___ GIVEN RECORDS

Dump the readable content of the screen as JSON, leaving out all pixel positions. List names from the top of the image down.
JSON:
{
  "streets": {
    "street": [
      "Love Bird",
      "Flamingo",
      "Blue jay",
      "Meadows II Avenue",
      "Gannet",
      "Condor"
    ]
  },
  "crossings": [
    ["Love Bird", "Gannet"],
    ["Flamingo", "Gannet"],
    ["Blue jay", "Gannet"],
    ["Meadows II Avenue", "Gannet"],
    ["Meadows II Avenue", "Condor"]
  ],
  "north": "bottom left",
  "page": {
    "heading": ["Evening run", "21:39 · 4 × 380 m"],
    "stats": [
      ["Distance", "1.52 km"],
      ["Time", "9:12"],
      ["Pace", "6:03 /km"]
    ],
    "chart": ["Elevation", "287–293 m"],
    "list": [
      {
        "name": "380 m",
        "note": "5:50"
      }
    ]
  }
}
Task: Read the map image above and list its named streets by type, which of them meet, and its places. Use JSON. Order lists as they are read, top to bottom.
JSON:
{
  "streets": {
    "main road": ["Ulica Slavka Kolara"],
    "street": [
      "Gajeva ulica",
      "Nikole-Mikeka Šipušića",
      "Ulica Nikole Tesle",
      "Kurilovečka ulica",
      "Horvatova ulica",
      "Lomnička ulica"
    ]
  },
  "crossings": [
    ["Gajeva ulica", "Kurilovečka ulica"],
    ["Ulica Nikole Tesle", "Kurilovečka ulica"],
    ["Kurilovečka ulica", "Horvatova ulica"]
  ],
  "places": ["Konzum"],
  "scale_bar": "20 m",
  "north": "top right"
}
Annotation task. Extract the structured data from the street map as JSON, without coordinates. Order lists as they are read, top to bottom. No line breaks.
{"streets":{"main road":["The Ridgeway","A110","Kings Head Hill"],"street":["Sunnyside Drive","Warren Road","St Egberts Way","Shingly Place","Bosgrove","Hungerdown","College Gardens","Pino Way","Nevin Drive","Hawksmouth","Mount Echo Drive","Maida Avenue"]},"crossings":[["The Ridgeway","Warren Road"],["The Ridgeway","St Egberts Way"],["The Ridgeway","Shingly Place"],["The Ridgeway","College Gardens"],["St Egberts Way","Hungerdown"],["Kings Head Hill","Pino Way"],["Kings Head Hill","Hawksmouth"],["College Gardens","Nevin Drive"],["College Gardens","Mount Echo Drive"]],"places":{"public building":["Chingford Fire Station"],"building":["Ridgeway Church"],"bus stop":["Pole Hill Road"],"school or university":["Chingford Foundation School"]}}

______

WHAT YOU WILL DO »
Every single entry is to be retyped exactly.

PROBLEM SOLUTION »
Dump the readable content of the screen as JSON, leaving out all pixel positions. List names from the top of the image down.
JSON:
{
  "streets": {
    "street": [
      "Love Bird",
      "Flamingo",
      "Blue jay",
      "Meadows II Avenue",
      "Gannet",
      "Condor"
    ]
  },
  "crossings": [
    ["Love Bird", "Gannet"],
    ["Flamingo", "Gannet"],
    ["Blue jay", "Gannet"],
    ["Meadows II Avenue", "Gannet"],
    ["Meadows II Avenue", "Condor"]
  ],
  "north": "bottom left",
  "page": {
    "heading": ["Evening run", "21:39 · 4 × 380 m"],
    "stats": [
      ["Distance", "1.52 km"],
      ["Time", "9:12"],
      ["Pace", "6:03 /km"]
    ],
    "chart": ["Elevation", "287–293 m"],
    "list": [
      {
        "name": "380 m",
        "note": "5:50"
      }
    ]
  }
}
Task: Read the map image above and list its named streets by type, which of them meet, and its places. Use JSON. Order lists as they are read, top to bottom.
JSON:
{
  "streets": {
    "main road": ["Ulica Slavka Kolara"],
    "street": [
      "Gajeva ulica",
      "Nikole-Mikeka Šipušića",
      "Ulica Nikole Tesle",
      "Kurilovečka ulica",
      "Horvatova ulica",
      "Lomnička ulica"
    ]
  },
  "crossings": [
    ["Gajeva ulica", "Kurilovečka ulica"],
    ["Ulica Nikole Tesle", "Kurilovečka ulica"],
    ["Kurilovečka ulica", "Horvatova ulica"]
  ],
  "places": ["Konzum"],
  "scale_bar": "20 m",
  "north": "top right"
}
Annotation task. Extract the structured data from the street map as JSON, without coordinates. Order lists as they are read, top to bottom. No line breaks.
{"streets":{"main road":["The Ridgeway","A110","Kings Head Hill"],"street":["Sunnyside Drive","Warren Road","St Egberts Way","Shingly Place","Bosgrove","Hungerdown","College Gardens","Pino Way","Nevin Drive","Hawksmouth","Mount Echo Drive","Maida Avenue"]},"crossings":[["The Ridgeway","Warren Road"],["The Ridgeway","St Egberts Way"],["The Ridgeway","Shingly Place"],["The Ridgeway","College Gardens"],["St Egberts Way","Hungerdown"],["Kings Head Hill","Pino Way"],["Kings Head Hill","Hawksmouth"],["College Gardens","Nevin Drive"],["College Gardens","Mount Echo Drive"]],"places":{"public building":["Chingford Fire Station"],"building":["Ridgeway Church"],"bus stop":["Pole Hill Road"],"school or university":["Chingford Foundation School"]}}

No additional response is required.